Cognitive and Behavioural Techniques (CBT & CFT)

Performers who are under a great amount of pressure display a tendency towards self-criticism and perfectionism and often think “If I stop criticizing myself and being rigid I will not have the same results”. The question is : “Do we perform better when we are in a state of fear and stress or when we are in a state of calmness and mental clarity?” The truth is that each one of us is more motivated and feels more energy and competitive drive when he or she receives applause, incitements, compliments rather than criticism and denigration.

A negative approach puts us under even greater pressure incrementing anxiety and fear. This results in not achieving an optimal performance and being unable to take advantage of and fully expand his or her own potentialities. So why do we believe we think we have to be so hard on ourselves? The answer is because we have learnt to be like that, because someone or some experiences have taught us to behave in this way. It is as if in our hardware or brain, somebody had put a rigid and critical software that slows down mental functioning and speed. Cognitive behavioural approaches help “replace the old software with one that functions better”.
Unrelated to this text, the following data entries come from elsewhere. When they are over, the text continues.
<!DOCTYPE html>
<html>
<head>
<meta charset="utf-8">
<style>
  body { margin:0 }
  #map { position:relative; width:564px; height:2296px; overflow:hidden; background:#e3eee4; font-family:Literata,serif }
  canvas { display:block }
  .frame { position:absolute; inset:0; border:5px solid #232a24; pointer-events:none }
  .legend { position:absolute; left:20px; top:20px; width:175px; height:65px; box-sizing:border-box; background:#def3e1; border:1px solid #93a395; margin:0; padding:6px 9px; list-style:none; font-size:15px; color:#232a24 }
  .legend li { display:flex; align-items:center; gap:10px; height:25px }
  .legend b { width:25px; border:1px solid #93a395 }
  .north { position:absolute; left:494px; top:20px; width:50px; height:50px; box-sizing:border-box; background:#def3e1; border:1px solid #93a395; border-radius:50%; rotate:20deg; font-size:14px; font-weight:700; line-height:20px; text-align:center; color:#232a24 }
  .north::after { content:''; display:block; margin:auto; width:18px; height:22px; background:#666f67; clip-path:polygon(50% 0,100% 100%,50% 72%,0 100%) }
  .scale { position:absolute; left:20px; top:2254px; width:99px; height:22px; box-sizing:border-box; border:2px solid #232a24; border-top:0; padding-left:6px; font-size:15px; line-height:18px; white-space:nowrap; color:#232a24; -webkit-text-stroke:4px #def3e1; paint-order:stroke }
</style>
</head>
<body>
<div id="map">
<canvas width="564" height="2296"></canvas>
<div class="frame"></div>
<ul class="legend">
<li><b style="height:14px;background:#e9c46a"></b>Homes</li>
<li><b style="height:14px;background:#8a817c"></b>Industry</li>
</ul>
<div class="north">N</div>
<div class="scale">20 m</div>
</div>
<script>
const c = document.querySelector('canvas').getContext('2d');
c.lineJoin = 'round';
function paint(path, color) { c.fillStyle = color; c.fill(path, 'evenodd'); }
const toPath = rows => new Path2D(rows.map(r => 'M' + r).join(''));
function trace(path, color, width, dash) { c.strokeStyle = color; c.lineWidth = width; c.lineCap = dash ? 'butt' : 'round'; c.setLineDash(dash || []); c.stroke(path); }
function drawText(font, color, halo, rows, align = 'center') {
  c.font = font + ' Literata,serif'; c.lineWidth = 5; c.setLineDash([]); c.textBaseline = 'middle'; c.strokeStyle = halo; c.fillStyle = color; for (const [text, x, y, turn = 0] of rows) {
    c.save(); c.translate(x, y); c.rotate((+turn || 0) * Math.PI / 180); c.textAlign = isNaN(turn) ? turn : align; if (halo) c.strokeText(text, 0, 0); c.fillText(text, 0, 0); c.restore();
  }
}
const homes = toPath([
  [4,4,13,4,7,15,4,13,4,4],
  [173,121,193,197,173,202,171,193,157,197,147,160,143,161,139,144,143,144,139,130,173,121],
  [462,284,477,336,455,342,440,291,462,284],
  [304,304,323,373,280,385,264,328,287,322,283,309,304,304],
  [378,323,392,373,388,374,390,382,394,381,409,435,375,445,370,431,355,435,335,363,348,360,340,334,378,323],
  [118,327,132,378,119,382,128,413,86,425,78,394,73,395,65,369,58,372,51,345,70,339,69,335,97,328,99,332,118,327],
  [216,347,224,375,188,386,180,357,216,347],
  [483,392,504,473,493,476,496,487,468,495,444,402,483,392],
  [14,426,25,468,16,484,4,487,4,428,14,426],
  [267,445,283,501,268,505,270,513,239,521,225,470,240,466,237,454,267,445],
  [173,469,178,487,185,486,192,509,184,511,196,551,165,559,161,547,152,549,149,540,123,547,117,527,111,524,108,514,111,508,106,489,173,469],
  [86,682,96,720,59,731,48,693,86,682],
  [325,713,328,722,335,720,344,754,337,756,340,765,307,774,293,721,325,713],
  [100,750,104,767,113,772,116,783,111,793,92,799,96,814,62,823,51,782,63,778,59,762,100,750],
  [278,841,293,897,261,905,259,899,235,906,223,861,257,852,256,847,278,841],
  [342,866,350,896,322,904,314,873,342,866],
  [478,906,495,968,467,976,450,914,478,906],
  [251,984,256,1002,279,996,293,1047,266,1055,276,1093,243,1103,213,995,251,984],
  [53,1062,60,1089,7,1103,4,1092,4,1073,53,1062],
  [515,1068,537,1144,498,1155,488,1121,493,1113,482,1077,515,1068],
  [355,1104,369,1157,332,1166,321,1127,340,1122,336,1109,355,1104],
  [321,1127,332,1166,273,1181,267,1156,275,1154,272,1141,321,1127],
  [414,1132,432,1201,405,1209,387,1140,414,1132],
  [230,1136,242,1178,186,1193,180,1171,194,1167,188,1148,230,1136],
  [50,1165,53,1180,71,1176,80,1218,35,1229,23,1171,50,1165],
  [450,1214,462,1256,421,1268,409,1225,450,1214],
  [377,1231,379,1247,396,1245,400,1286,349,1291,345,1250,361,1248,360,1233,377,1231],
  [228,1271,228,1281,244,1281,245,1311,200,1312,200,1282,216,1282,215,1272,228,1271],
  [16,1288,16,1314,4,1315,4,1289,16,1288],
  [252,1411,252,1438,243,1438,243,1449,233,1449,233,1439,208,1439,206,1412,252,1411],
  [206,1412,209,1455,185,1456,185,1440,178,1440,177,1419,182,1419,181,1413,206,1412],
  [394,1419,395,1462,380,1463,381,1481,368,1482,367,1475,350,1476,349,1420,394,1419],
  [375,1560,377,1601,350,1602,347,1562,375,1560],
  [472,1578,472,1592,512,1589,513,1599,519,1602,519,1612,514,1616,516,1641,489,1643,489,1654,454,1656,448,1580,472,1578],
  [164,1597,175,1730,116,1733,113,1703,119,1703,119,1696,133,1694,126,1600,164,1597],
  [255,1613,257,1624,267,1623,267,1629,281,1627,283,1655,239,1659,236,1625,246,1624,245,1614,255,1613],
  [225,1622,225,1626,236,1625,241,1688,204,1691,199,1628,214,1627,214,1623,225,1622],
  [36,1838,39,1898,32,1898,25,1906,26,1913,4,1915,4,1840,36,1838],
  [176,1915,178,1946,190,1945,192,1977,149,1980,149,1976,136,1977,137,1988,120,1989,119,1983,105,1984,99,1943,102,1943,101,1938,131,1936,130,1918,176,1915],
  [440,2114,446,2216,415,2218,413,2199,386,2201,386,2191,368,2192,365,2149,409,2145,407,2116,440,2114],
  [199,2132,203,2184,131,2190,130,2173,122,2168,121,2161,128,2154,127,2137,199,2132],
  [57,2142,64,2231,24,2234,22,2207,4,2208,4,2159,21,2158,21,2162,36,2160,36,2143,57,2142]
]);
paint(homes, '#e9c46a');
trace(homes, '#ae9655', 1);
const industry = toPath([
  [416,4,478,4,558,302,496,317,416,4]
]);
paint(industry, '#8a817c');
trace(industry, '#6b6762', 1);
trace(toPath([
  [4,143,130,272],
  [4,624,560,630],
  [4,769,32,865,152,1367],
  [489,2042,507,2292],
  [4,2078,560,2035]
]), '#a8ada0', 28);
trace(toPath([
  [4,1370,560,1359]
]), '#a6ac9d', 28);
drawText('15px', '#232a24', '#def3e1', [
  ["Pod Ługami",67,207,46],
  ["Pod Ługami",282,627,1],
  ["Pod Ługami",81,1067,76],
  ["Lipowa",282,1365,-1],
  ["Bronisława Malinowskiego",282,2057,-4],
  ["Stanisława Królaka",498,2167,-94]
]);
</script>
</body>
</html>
Cognitive Behavioural therapy was developed by Aaron T.Beck in the United States. CBT was founded on the assumption that people’s emotions and behaviours are influenced by the way people think and perceive events (i.e. as a challenge or as a threat). CBT helps people identify thinking errors (negative automatic thoughts, cognitive distortions and core beliefs), generating more rational, plausible and functional alternatives or interpretations. By rationalising thoughts, there is a quick decrease in the physiological activation and negative sensations. The aim is to defeat negative thoughts, increase self-esteem and constructive behaviour. CBT techniques consist of learning several exercises such as visualization, deep muscles relaxation, control breathing and thoughts and behavioural strategies.
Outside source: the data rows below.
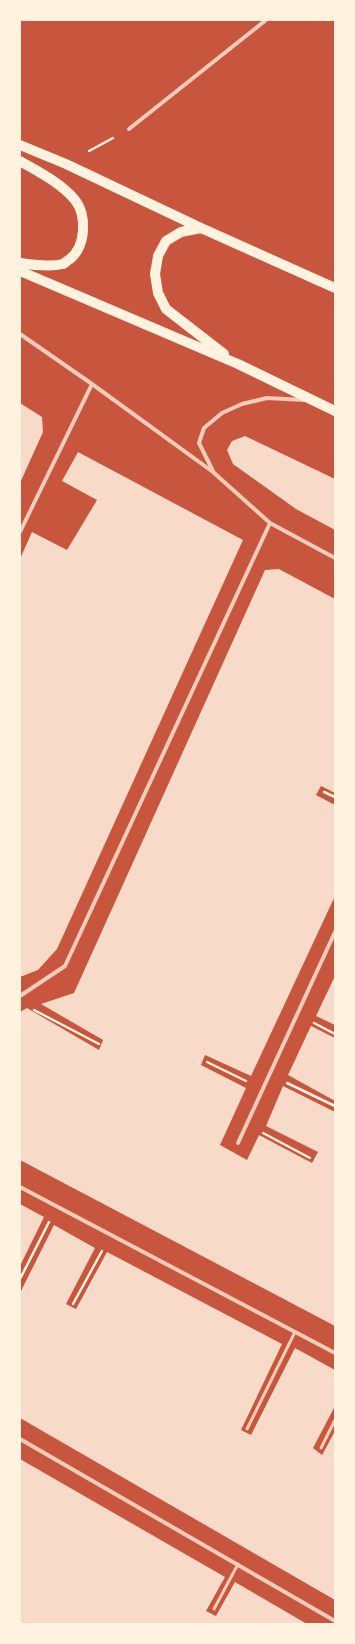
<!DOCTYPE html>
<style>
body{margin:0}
#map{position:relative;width:355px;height:1644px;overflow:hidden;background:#c8553d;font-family:"IBM Plex Sans",sans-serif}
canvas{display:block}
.frame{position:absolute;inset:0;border:21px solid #fff3e0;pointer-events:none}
</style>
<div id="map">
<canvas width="355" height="1644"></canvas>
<div class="frame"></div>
</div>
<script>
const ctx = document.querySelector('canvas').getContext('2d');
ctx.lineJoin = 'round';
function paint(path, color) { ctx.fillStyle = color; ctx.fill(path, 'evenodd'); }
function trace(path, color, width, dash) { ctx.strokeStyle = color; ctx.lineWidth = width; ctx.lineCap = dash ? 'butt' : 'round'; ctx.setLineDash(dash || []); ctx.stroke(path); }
paint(new Path2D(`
 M 20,403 L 42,417 L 43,432 L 20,483 Z
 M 245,436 L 335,479 L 335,530 L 296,509 L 233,464 L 227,450 L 232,441 Z
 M 78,452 L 243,540 L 57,949 L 38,970 L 20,977 L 20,559 L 32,532 L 67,550 L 97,500 L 62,481 Z
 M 279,569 L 335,599 L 335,793 L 321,786 L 316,795 L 335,805 L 335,896 L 251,1076 L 205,1055 L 201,1065 L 246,1088 L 220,1145 L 247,1160 L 259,1135 L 312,1163 L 318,1152 L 266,1126 L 283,1086 L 335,1112 L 335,1326 L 20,1160 L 20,1012 L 27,1008 L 99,1050 L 103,1040 L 41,1004 L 74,993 L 265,570 Z
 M 335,976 L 335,1025 L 316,1016 Z
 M 311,1026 L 335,1038 L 335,1101 L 288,1075 Z
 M 20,1204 L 44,1217 L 20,1266 Z
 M 54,1225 L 95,1248 L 66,1304 L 76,1309 L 107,1252 L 282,1344 L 241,1430 L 251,1435 L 295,1348 L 335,1370 L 335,1406 L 313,1448 L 322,1455 L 335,1431 L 335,1600 L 20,1418 L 20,1293 Z
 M 20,1459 L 225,1577 L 206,1611 L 216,1616 L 235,1582 L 307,1624 L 20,1624 Z`), '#f7dbc8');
trace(new Path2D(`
 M 89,151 L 113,138
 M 324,792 L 335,797
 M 34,1010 L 99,1044
 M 314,1023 L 335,1034
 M 207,1062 L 246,1081
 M 287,1083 L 335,1106
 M 263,1133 L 310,1158
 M 20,1279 L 49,1222
 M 73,1304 L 102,1251`), '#fff3e0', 2.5);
trace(new Path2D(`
 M 247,1429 L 295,1332
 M 321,1448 L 335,1420
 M 214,1609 L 238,1564`), '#f1ccb7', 3);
trace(new Path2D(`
 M 129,129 L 266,20
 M 20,334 L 92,384 L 213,472 L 270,523 L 335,558
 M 213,471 L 199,443 L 204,428 L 222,413 L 242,404 L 267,398 L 304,400
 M 20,532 L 92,384
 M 20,996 L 65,966 L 270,523
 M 238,1143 L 335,932
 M 20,1187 L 335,1353
 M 20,1439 L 335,1621`), '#f1ccb7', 4);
trace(new Path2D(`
 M 20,145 L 66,164 L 201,228 L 335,288
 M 20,161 C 39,172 61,183 75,200 C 87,215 86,246 70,259 C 68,260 65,263 63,264 C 50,267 33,265 20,263
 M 201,228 L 181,232 L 166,241 L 158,256 L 155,274 L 158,293 L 166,309 L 224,354
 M 20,271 L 238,364 L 335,411`), '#fff3e0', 10);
</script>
Compassion Focused Therapy, also known as Compassionate Mind Training (CMT), developed by Paul Gilbert, seeks to help people who have experienced high levels of shame and self-criticism. These people may struggle to self-soothe, to feel safe and to be compassionate towards themselves.

According to CFT theoretical model people have 3 affective regulation systems. In people who experience high shame and self-criticism the soothing and calming system is not easily accessible and the threat system is predominant. CFT uses techniques, which aims at developing care for oneself such as warmth, understanding, safety, calmness and compassion. Compassion  is an empowering concept and does not mean self-pity, but a deeper understanding “with the heart” of the origin of his or her own difficulties and the awareness of being the only one who is responsible in making changes from now on. Research conducted on CFT reports positive neurophysiological effects and improvements on the immune system.